Bicolor thus sits between simpler single-CCT lights (fixed to daylight or artificial light balance) and more complex RGB(W/WW) lights, which additionally allow for saturated colors and green/magenta correction. The main advantage: the light color is adjusted directly on the device, via app or DMX, without changing conversion gels (CTO/CTB) in front of the fixture.

Operating Principle

The color temperature is created additively from the mixture of both emitter groups. If the cool white group is increased and the warm white is reduced (or vice versa), the mixed light passes through the range between the two endpoints. In the middle (mixed operation, both groups active), a neutral white of approximately 4000–4500 K is achieved.
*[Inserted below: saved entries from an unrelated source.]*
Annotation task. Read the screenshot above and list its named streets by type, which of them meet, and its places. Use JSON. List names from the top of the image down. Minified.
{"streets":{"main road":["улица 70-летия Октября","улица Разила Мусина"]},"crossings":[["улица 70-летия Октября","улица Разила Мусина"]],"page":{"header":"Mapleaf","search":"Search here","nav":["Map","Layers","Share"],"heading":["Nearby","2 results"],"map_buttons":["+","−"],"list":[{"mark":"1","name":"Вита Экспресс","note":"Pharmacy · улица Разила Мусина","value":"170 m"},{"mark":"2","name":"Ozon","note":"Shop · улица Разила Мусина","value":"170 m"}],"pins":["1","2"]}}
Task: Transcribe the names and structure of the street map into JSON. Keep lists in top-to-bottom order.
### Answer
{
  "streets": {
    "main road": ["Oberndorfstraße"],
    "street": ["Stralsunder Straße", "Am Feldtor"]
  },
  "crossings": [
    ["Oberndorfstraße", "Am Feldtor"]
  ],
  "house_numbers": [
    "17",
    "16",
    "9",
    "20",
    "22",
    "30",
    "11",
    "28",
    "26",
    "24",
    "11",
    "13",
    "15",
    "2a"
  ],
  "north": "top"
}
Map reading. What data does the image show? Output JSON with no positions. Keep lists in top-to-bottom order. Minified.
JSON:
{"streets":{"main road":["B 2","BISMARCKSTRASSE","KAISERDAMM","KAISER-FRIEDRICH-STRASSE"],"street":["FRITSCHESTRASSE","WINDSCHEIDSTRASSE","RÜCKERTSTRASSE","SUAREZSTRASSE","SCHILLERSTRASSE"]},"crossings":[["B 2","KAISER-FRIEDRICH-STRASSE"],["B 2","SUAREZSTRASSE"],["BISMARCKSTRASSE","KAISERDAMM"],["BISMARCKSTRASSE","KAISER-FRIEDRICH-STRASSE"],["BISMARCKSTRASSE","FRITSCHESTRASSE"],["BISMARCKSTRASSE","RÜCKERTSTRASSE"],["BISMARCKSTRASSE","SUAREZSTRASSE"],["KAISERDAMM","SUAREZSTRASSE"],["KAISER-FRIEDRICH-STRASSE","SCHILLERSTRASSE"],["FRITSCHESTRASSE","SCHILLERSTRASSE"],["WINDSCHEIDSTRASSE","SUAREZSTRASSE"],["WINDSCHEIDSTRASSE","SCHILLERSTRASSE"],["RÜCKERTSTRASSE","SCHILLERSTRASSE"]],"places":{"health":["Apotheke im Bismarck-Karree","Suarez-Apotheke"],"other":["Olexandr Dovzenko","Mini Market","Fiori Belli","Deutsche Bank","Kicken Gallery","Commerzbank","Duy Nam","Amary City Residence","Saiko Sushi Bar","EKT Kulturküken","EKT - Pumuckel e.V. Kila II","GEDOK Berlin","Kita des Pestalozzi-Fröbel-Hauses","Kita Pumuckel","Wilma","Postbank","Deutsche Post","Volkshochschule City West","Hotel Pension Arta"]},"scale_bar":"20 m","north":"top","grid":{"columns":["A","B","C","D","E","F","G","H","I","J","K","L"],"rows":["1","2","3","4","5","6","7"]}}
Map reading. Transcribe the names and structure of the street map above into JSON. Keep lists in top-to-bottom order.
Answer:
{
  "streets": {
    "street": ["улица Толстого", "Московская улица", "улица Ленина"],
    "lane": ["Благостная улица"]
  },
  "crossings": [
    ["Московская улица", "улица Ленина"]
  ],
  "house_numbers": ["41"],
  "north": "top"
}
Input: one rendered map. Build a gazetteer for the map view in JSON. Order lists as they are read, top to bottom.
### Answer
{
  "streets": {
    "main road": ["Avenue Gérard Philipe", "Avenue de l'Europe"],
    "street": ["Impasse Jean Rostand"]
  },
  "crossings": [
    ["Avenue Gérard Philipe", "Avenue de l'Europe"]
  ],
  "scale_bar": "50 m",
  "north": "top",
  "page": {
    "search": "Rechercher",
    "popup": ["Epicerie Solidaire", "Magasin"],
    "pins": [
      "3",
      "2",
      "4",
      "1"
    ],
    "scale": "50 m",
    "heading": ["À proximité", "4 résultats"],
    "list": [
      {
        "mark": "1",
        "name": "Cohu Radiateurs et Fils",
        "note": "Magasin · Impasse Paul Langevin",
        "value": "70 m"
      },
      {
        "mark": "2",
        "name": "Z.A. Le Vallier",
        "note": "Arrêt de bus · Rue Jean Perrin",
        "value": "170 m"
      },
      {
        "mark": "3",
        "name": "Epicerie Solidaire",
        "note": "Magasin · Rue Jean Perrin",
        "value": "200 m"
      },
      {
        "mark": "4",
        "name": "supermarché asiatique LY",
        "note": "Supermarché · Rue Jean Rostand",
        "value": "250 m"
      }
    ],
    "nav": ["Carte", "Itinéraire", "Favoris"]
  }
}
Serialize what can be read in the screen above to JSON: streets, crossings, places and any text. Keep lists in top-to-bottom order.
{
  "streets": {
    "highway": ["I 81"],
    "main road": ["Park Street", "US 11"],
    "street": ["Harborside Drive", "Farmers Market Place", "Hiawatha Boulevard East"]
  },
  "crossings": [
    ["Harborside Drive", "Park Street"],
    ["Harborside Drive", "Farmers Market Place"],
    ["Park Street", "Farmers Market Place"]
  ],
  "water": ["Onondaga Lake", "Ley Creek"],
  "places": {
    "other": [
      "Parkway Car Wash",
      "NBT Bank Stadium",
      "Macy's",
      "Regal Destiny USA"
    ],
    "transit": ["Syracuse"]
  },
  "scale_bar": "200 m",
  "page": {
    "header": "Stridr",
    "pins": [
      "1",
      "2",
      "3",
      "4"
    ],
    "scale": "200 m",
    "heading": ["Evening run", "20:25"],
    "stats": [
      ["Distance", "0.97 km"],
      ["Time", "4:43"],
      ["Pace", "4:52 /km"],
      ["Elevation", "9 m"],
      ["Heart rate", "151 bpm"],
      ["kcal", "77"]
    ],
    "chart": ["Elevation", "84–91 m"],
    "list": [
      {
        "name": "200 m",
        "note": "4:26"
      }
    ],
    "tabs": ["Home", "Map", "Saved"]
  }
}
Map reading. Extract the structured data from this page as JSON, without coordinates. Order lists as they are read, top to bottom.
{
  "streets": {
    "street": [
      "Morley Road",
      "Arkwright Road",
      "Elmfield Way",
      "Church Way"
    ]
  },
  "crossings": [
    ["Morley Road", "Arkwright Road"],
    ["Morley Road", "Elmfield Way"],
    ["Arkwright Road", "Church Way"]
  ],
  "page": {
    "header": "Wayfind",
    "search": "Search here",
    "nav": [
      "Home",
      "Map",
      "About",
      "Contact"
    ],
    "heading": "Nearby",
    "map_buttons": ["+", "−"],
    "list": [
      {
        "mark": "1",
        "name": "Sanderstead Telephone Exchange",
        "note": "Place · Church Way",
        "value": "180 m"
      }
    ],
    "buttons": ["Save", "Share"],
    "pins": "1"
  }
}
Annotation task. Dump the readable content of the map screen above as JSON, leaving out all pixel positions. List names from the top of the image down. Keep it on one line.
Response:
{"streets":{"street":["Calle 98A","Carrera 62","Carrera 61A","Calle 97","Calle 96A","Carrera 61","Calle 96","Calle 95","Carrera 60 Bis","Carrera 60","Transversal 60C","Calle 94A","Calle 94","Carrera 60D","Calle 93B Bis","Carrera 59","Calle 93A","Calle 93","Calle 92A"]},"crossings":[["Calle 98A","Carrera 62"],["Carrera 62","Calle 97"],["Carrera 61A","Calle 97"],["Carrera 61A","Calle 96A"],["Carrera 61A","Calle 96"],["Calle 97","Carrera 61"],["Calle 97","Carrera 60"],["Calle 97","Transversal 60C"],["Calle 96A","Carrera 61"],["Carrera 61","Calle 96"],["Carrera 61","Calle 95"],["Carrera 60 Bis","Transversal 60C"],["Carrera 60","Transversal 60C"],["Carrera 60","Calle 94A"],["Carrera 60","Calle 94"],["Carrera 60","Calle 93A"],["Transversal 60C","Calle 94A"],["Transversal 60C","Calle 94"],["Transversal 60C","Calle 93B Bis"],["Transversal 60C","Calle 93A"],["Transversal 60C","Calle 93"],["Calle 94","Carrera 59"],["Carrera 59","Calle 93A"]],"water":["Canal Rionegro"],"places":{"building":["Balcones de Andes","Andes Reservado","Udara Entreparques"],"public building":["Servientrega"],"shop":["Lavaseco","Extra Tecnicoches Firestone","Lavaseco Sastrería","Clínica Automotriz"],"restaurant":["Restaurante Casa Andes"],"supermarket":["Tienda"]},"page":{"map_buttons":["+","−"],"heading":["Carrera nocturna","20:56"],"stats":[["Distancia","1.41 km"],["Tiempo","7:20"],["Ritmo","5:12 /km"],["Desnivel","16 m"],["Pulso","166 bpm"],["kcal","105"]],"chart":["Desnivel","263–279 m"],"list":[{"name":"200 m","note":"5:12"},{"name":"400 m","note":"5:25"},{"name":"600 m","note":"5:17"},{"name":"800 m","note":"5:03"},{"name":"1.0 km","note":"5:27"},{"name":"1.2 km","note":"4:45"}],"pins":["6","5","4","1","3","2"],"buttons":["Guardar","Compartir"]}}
Because both emitter groups overlap additively, a bicolor fixture delivers its highest light output in the mixed range (middle, around 4100 K) – here, warm and cool white LEDs contribute together at full power. At the endpoints, only one group is active at a time, so the output is lower. Between the two extremes themselves, the daylight endpoint provides more output than the tungsten endpoint because warm white LEDs require more phosphor and thus lose light efficiency.

However, the mixing principle leads to the typical weaknesses of bicolor compared to single-CCT lights, primarily affecting color quality:

  • Color rendering fluctuates: CRI/TLCI are often better at the endpoints than in the mixed range. Particularly saturated values can drop in the middle: R9 (red) significantly decreases towards the midpoint and recovers towards the other end, while R12 (blue) decreases with increasing color temperature without recovering.
  • Green/Magenta Tint: Pure bicolor fixtures only correct the Kelvin axis, not the green/magenta axis. High-quality models therefore include an additional tint/hue control.

Use on Set

Bicolor lights are common for interviews, documentaries, ENG/EFP, and run-and-gun shoots, where the light needs to be quickly adapted to changing ambient light (daylight through a window vs. warm room lighting) without changing gels. For demanding shots, the fixtures are often deliberately operated at one of the endpoints (e.g., full daylight) because the color rendering is best there; mixing is only done when an intermediate color temperature is needed. Conversely, those who need maximum output will run it in the mixed range, as the fixture is brightest there due to the additive mixing of both groups.

From the crafts

Perspectives

Cinematographer

Aus DoP-Perspektive ist dieses Element essentiell für die visuelle Gestaltung. Es ermöglicht mir die gewünschte Farbstimmung und das ästhetische Bild konsistent umzusetzen.

Producer

Diese professionelle Lösung erhöht die Produktionseffizienz und reduziert Post-Production-Anforderungen. Sie ermöglicht flexible, schnelle Anpassungen während des Drehs.

Gaffer

Als Gaffer ist dies ein unverzichtbares Werkzeug meines täglichen Handwerkszeugs. Es ermöglicht mir professionelle Lichtkontrolle und schnelle Anpassungen auf Set, was Zeit spart und Qualität sichert.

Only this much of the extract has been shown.